BEGIN ENTRIES PROVIDED

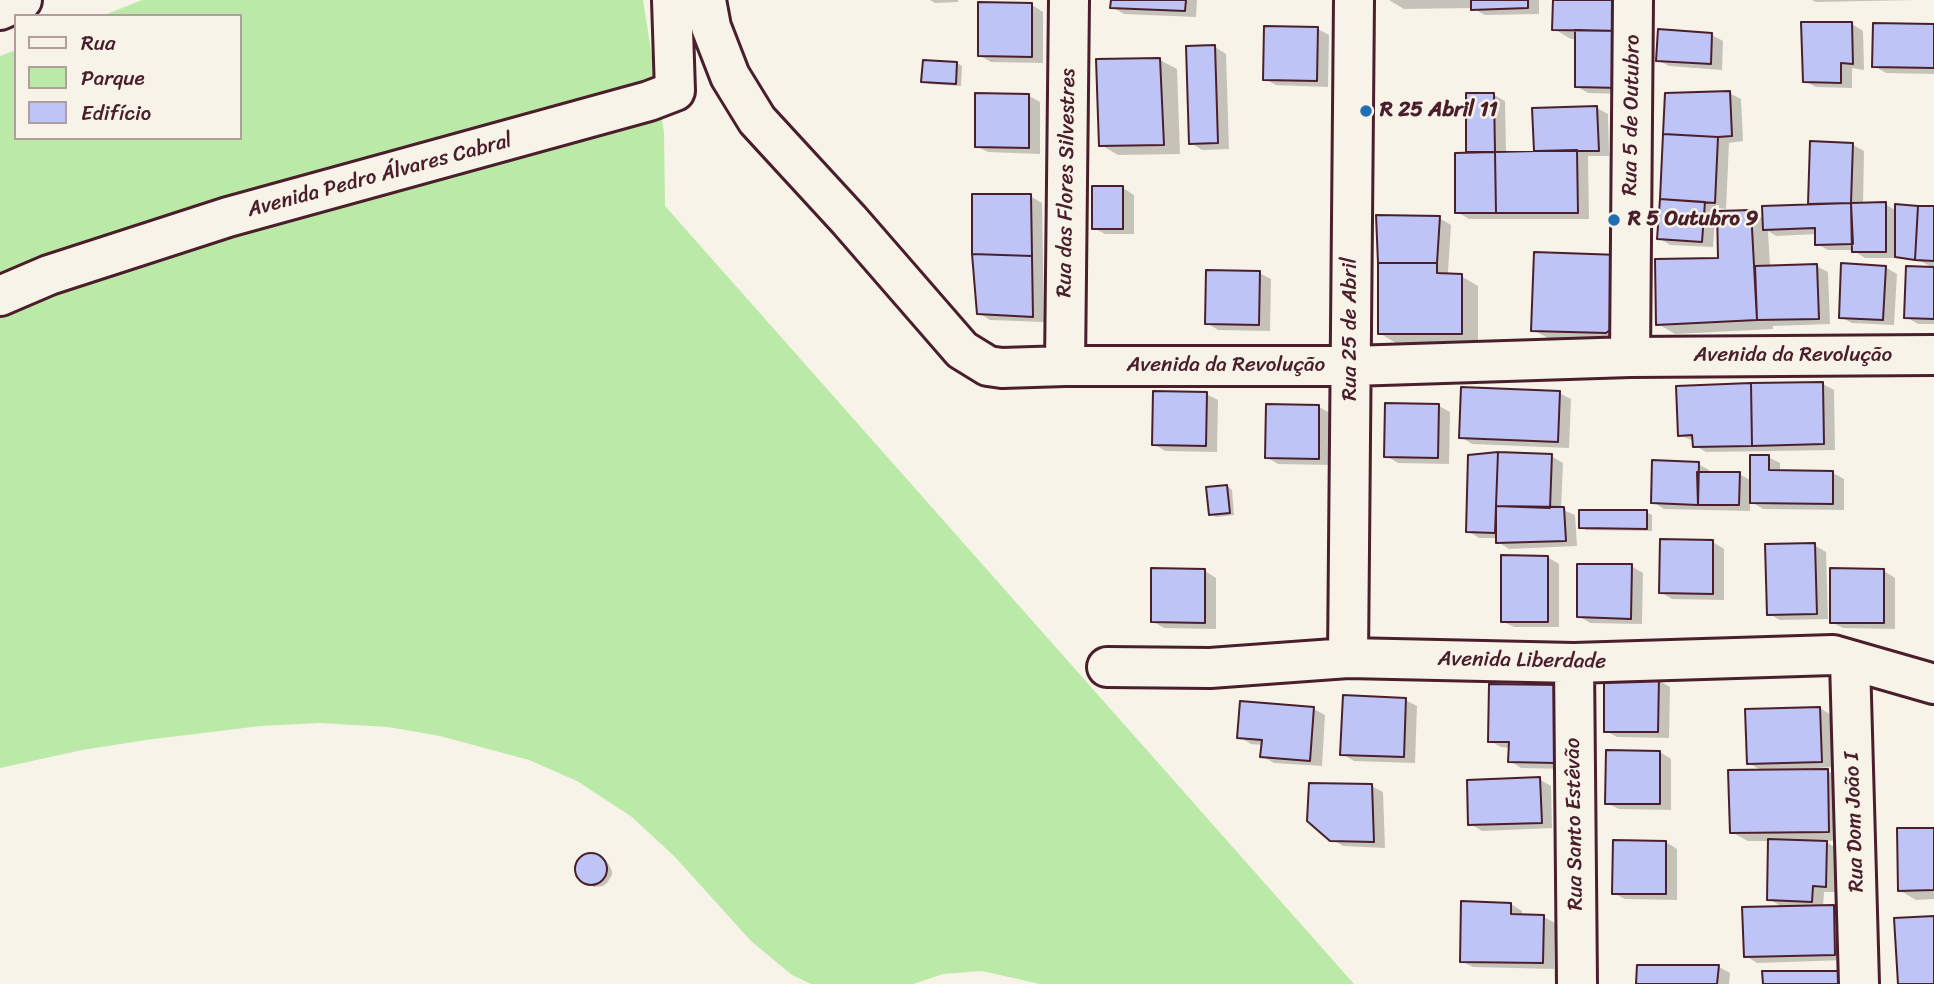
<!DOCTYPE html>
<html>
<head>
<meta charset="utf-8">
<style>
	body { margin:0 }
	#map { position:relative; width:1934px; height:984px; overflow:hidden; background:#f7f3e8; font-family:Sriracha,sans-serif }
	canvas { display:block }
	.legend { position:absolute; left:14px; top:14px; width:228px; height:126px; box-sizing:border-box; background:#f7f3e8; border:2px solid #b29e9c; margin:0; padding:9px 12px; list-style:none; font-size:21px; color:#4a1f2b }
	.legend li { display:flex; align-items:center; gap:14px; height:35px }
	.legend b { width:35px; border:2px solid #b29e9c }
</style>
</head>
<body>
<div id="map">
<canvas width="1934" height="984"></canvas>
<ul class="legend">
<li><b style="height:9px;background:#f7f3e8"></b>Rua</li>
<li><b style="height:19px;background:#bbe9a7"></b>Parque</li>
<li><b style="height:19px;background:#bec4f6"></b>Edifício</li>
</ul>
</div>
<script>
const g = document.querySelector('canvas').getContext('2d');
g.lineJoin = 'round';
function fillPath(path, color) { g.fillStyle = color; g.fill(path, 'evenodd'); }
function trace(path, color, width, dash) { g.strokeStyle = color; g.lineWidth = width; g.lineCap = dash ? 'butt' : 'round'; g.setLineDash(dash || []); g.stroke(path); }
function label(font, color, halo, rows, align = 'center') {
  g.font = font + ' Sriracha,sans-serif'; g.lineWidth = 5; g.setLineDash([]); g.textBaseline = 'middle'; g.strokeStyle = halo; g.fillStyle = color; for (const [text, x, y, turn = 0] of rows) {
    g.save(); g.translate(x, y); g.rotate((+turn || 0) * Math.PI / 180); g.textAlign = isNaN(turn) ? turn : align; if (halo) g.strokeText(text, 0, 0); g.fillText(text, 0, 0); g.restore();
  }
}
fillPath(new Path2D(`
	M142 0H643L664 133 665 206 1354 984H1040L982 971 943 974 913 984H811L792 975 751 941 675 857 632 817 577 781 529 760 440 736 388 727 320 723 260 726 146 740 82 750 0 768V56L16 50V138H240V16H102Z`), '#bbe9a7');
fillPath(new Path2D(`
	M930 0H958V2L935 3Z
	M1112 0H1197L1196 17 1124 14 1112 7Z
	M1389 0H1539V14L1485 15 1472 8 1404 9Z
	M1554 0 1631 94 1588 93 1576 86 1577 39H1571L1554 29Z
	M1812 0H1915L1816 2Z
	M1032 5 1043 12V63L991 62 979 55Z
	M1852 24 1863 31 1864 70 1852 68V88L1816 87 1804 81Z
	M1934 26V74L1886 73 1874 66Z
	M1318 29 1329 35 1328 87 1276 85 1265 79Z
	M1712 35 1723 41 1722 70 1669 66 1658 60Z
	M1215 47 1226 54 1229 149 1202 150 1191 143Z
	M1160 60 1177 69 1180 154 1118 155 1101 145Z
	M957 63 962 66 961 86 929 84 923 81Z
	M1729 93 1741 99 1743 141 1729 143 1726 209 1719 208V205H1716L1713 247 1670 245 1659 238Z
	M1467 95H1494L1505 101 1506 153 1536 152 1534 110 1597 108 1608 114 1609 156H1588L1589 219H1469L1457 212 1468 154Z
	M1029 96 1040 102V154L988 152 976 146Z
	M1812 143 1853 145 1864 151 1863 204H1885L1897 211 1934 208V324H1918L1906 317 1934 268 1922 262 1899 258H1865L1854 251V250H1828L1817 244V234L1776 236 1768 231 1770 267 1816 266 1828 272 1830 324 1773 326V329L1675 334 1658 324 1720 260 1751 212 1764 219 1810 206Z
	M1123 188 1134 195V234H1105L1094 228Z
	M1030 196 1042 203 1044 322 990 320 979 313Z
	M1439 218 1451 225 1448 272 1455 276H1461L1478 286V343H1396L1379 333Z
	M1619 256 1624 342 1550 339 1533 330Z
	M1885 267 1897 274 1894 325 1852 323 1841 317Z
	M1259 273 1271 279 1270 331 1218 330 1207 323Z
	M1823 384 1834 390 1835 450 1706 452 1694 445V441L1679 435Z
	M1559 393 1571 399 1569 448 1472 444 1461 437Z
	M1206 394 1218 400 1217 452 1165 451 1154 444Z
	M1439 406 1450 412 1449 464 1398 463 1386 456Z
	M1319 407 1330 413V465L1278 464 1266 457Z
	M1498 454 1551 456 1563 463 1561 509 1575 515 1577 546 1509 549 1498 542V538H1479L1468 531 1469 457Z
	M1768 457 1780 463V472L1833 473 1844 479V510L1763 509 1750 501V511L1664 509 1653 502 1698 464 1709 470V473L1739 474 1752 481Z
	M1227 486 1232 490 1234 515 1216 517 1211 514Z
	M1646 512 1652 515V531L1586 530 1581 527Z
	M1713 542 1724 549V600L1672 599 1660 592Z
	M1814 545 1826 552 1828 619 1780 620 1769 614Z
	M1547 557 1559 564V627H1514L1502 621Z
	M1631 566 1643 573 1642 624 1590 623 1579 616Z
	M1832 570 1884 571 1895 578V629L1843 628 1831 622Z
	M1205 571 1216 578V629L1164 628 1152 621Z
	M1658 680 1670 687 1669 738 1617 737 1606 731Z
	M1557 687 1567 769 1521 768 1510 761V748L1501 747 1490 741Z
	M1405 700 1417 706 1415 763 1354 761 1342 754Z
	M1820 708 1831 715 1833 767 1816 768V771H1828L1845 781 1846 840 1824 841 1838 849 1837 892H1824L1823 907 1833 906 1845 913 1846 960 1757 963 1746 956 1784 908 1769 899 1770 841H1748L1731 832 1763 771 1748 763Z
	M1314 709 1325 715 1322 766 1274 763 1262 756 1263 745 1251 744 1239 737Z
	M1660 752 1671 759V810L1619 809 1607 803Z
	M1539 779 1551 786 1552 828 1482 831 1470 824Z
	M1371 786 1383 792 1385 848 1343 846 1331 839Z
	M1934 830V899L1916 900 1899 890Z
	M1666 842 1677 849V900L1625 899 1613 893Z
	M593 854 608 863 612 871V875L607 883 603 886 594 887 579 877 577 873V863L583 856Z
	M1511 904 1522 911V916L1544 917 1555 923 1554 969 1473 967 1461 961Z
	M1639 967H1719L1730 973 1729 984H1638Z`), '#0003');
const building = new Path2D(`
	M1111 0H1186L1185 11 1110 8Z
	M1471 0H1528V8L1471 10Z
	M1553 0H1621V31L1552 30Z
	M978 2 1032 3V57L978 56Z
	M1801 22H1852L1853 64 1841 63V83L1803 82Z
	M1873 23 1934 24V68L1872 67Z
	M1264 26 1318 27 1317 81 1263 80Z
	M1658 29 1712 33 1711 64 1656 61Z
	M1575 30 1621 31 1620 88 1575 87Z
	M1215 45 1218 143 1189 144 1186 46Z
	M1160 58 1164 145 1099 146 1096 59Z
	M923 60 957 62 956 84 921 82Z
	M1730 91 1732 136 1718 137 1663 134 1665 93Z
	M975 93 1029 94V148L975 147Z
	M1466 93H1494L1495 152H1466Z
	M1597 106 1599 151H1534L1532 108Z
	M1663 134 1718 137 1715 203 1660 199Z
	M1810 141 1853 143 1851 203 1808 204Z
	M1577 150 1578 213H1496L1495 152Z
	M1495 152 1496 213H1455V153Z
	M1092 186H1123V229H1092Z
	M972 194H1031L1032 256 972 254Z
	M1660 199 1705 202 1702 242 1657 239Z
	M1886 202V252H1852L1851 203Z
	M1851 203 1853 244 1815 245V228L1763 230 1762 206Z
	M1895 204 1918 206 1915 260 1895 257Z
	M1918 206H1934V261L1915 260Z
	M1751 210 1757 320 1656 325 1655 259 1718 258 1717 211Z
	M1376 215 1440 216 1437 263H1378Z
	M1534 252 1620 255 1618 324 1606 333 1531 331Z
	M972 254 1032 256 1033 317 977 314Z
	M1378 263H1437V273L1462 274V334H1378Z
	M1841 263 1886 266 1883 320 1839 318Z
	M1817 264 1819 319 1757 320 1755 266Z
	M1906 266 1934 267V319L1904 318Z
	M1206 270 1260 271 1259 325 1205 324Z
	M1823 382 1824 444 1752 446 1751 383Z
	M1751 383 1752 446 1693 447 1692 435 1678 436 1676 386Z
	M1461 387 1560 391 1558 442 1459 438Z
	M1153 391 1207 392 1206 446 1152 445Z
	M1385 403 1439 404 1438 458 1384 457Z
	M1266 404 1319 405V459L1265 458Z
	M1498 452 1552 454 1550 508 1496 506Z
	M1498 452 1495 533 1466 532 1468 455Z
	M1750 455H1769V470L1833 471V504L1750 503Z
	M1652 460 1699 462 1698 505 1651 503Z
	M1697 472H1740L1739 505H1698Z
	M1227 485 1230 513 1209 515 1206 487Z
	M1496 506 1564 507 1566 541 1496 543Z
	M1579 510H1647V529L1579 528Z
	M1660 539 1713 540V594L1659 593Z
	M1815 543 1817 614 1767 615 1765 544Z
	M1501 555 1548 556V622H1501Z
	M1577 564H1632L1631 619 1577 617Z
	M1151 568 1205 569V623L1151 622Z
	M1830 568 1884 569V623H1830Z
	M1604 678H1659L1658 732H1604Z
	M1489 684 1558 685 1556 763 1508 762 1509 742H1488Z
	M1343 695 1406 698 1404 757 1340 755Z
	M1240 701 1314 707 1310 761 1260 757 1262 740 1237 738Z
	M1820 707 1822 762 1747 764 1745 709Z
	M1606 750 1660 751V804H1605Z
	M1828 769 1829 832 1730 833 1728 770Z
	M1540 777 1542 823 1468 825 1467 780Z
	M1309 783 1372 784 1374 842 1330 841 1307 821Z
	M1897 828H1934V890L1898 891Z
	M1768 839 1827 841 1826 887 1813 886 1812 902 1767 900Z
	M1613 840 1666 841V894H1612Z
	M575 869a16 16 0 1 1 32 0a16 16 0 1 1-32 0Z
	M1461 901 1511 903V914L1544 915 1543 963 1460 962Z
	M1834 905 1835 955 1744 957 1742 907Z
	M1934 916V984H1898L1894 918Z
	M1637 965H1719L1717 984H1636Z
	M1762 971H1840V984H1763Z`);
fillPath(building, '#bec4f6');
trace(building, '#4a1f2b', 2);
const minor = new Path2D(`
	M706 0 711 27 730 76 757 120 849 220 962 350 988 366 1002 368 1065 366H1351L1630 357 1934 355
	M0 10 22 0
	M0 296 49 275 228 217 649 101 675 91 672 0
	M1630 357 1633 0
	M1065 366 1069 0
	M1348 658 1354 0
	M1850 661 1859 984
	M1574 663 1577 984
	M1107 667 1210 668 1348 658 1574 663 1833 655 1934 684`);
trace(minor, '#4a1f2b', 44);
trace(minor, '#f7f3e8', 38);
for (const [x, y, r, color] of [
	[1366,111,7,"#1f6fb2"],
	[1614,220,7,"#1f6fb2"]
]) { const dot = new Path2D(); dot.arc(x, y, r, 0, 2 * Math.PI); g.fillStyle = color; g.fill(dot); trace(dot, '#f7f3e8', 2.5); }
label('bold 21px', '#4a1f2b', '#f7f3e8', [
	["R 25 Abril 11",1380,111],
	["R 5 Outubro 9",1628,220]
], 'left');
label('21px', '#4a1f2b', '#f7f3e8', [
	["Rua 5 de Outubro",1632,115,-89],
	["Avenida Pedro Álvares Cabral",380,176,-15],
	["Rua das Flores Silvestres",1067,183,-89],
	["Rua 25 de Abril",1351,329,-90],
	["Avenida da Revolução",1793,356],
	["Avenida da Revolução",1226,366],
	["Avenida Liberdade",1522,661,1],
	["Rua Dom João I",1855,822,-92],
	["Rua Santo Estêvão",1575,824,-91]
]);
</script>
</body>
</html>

END ENTRIES PROVIDED

__YOUR ASSIGNMENT__. Please write out, exactly as they appear above, only the lines in the stretch from the line with "M1658 680 1670" through the line with "M1405 700 1417".

__SOLUTION FOR THIS PROBLEM__.
	M1658 680 1670 687 1669 738 1617 737 1606 731Z
	M1557 687 1567 769 1521 768 1510 761V748L1501 747 1490 741Z
	M1405 700 1417 706 1415 763 1354 761 1342 754Z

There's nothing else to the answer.